[Aim of the exercise]:
Could you restate the entries word for word, without the images?

[Saved entries]:
====================
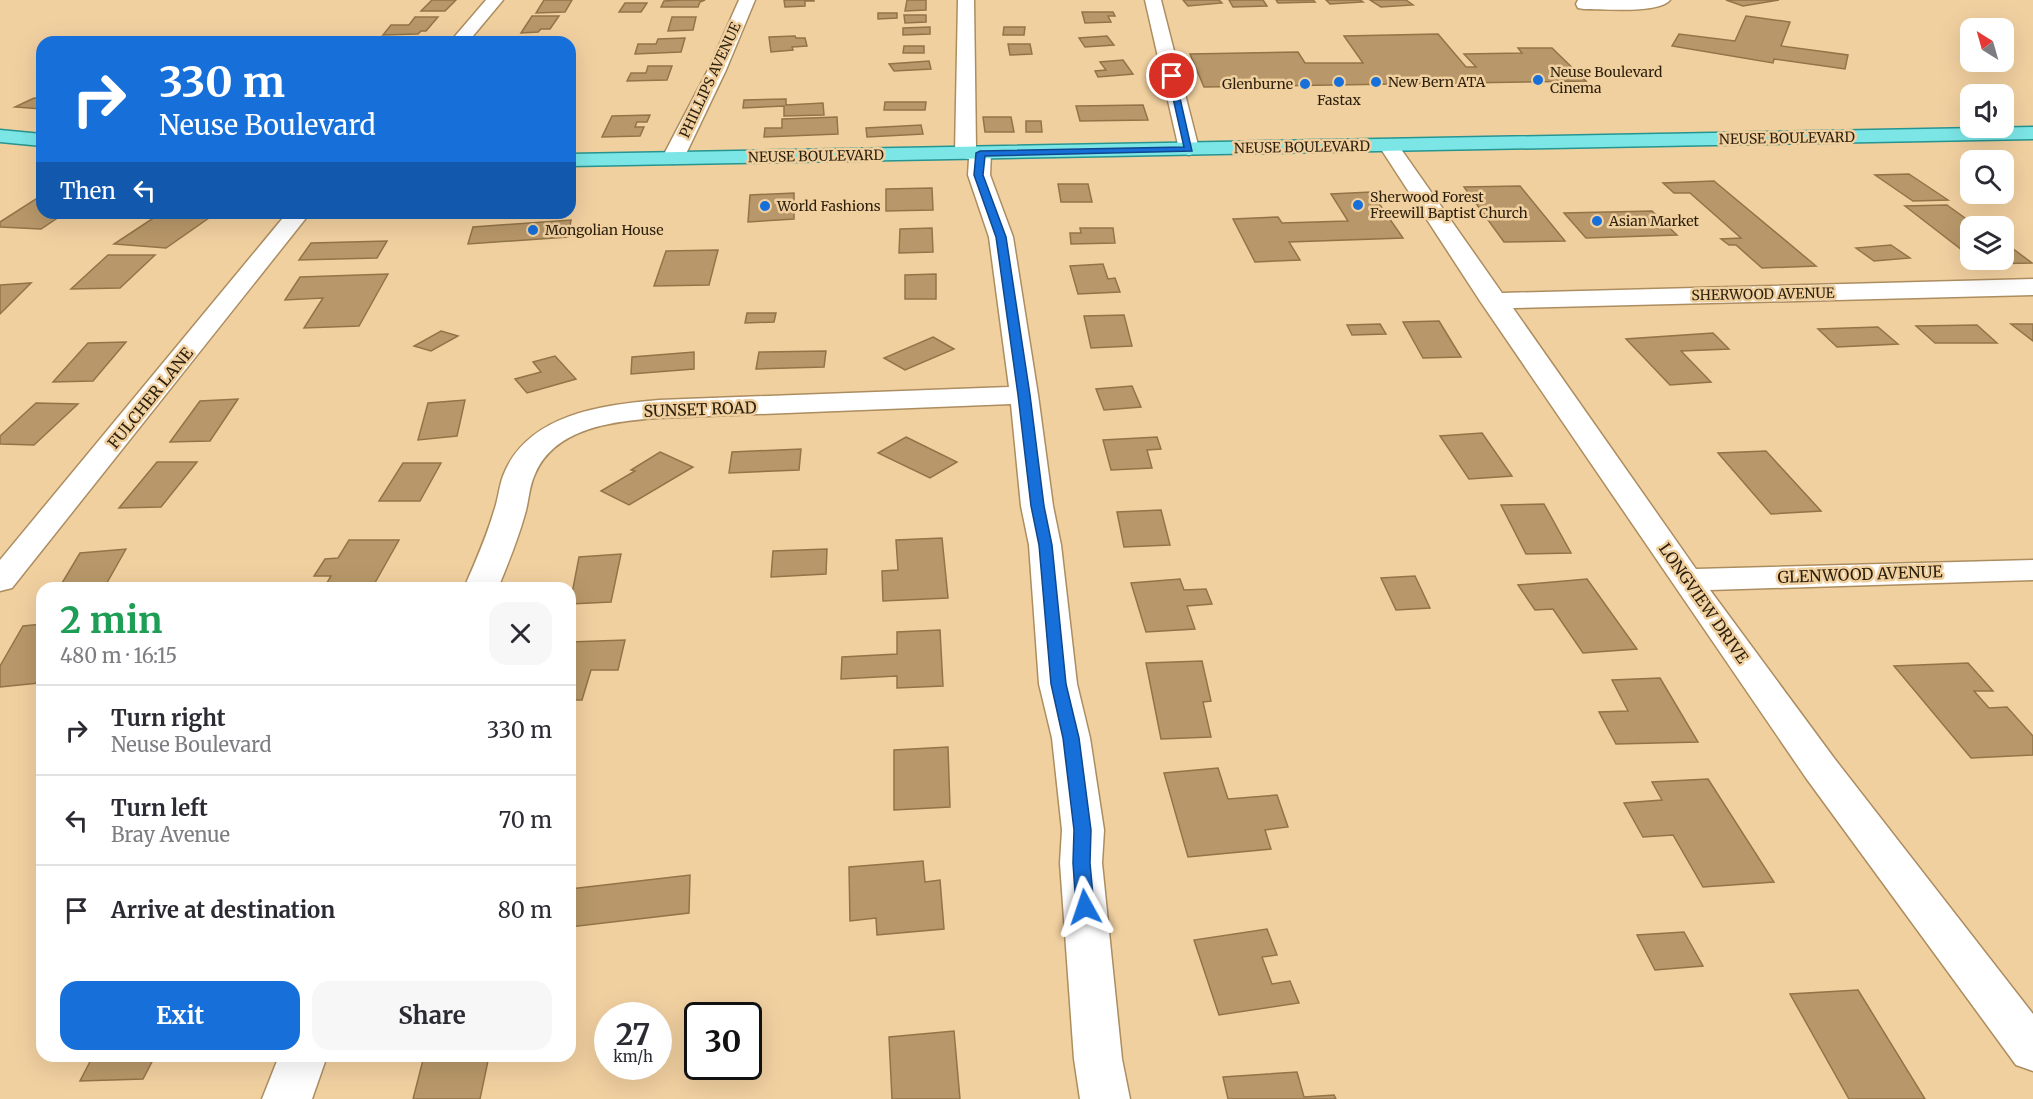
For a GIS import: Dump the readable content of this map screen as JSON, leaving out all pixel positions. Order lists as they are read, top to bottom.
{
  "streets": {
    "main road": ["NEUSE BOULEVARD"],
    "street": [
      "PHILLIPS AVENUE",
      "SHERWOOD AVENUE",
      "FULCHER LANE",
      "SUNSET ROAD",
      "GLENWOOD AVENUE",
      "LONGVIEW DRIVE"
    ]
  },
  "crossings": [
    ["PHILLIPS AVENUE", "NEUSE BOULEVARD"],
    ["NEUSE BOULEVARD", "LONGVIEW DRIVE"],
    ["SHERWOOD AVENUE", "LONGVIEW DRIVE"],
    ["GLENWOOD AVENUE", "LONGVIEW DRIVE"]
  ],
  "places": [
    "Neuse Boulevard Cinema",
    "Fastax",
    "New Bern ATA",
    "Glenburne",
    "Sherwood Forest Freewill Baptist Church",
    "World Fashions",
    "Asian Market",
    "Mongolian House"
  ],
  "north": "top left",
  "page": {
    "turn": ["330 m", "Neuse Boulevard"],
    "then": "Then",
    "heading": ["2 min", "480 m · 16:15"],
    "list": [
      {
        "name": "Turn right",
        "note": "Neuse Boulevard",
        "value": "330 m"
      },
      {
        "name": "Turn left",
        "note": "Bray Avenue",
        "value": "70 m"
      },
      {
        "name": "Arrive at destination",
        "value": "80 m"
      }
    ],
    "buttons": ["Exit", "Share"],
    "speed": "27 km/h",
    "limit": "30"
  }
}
====================
[Answer space]:
For a GIS import: Dump the readable content of this map screen as JSON, leaving out all pixel positions. Order lists as they are read, top to bottom.
{
  "streets": {
    "main road": ["NEUSE BOULEVARD"],
    "street": [
      "PHILLIPS AVENUE",
      "SHERWOOD AVENUE",
      "FULCHER LANE",
      "SUNSET ROAD",
      "GLENWOOD AVENUE",
      "LONGVIEW DRIVE"
    ]
  },
  "crossings": [
    ["PHILLIPS AVENUE", "NEUSE BOULEVARD"],
    ["NEUSE BOULEVARD", "LONGVIEW DRIVE"],
    ["SHERWOOD AVENUE", "LONGVIEW DRIVE"],
    ["GLENWOOD AVENUE", "LONGVIEW DRIVE"]
  ],
  "places": [
    "Neuse Boulevard Cinema",
    "Fastax",
    "New Bern ATA",
    "Glenburne",
    "Sherwood Forest Freewill Baptist Church",
    "World Fashions",
    "Asian Market",
    "Mongolian House"
  ],
  "north": "top left",
  "page": {
    "turn": ["330 m", "Neuse Boulevard"],
    "then": "Then",
    "heading": ["2 min", "480 m · 16:15"],
    "list": [
      {
        "name": "Turn right",
        "note": "Neuse Boulevard",
        "value": "330 m"
      },
      {
        "name": "Turn left",
        "note": "Bray Avenue",
        "value": "70 m"
      },
      {
        "name": "Arrive at destination",
        "value": "80 m"
      }
    ],
    "buttons": ["Exit", "Share"],
    "speed": "27 km/h",
    "limit": "30"
  }
}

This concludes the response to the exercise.